Un autre témoignage m'a interpelé par la
façon dont la personne parait sûre d'elle sur l'image qu'elle
renvoie et semble assumer totalement qui elle est sur Facebook en allant plus
loin dans ses revendications tout en ayant l'impression de contrôler son
image. L'individu concerné a 18 ans et c'est aussi l'usager qui m'a
répondu être parfaitement conscient du fonctionnement de Facebook
et avoir le contrôle de son profil. Cette même personne, a aussi,
évoqué ne pas comprendre pourquoi des individus étrangers
lui envoyaient des demande d'ajout à sa liste d'amis. Nous pouvons
souligner, ici, une contradiction faisant référence à ses
capacités sur les connaissances du fonctionnement de Facebook assez
minimes. De plus, l'individu ajoute :
« Professionnellement je fais attention à ce
que je mets, plus ou moins sur Facebook. C'est sûr qu'il faut faire
attention. Par exemple, si tu es nazie (rire), non mais faut voir les choses en
grand I Si t'es un nazie tu ne vas pas mettre `'Ouais je suis nazie, je suis
pour Hitler `' sur Facebook. Après, j'assume tout à fait l'image
politique et mes opinions que je démontre. Moi je m'en fou, je vais te
dire que j'ai voté Marine Le Pen et j'étais à fond pour
elle, je l'assume totalement. »
Ce témoignage, assez paradoxal, peut évoquer un
manque de connaissance du réseau social et peut être de
maturité dans son comportement.
En effet, cette même personne étant pour la
défense des animaux fait ce discours. Etant assez surprise de ses
réponses pendant tout l'entretien, j'ai donc eu à faire l'effort
de cacher mon jugement pour qu'il continu ses témoignages. L'analyse du
comportement que j'ai pratiqué me permet de démettre
l'hypothèse que cet individu est l'un des plus influençables par
le biais du réseau social. En effet, son usage de Facebook et le
discours qu'il tient sont contradictoires.

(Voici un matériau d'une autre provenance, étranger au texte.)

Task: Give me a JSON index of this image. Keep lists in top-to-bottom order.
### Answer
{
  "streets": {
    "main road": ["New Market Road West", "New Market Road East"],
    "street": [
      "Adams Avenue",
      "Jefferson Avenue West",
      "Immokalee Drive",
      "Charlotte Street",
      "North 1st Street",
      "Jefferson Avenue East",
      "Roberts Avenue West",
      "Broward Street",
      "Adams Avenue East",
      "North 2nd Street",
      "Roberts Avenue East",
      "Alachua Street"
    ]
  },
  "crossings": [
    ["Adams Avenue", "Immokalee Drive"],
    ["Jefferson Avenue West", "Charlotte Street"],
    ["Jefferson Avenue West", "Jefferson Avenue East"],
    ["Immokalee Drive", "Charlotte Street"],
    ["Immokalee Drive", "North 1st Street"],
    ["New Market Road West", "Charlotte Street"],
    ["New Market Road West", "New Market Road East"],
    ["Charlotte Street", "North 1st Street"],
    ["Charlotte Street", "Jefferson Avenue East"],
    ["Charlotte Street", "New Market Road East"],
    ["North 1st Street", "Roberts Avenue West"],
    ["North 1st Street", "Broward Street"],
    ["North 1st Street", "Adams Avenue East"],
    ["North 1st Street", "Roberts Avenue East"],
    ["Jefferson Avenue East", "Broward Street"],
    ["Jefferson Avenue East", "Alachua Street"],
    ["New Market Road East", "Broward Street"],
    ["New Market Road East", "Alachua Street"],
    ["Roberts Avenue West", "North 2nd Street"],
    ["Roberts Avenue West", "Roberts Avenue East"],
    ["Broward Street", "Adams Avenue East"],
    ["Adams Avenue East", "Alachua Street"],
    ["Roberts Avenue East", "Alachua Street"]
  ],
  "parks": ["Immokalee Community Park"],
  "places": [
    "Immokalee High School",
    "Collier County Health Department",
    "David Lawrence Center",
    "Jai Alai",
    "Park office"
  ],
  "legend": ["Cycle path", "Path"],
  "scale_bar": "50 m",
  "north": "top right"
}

En évoquant qu'il fait attention à ce qu'il dit
sur Facebook en proposant l'exemple d'Hitler mais en dévoilant son
opinion politique tout en défendant la cause animale, me laisse observer
que l'individu possède des connaissances obsolètes même en
terme de culture générale. Ceci me permet d'interpréter
que c'est le profil type de l'usager qui pense contrôler son profil mais
qui, contrairement à ça, peut facilement se laisser «
piéger » par l'algorithme de Facebook.
« La probabilité qu'il m'arrive un danger sur
Facebook est la même que celle d'avoir un accident de voiture ... Je ne
suis pas naïf au point de parler à n'importe qui sur Facebook et
j'arrive à identifier les personnes ou les éléments
malsains, il suffit de bloquer ou de signaler. Je connais le fonctionnement de
Facebook et j'assume ce que je divulgue sur moi. Donc non, je ne suis pas un
parano au point de penser tous les jours à ça. »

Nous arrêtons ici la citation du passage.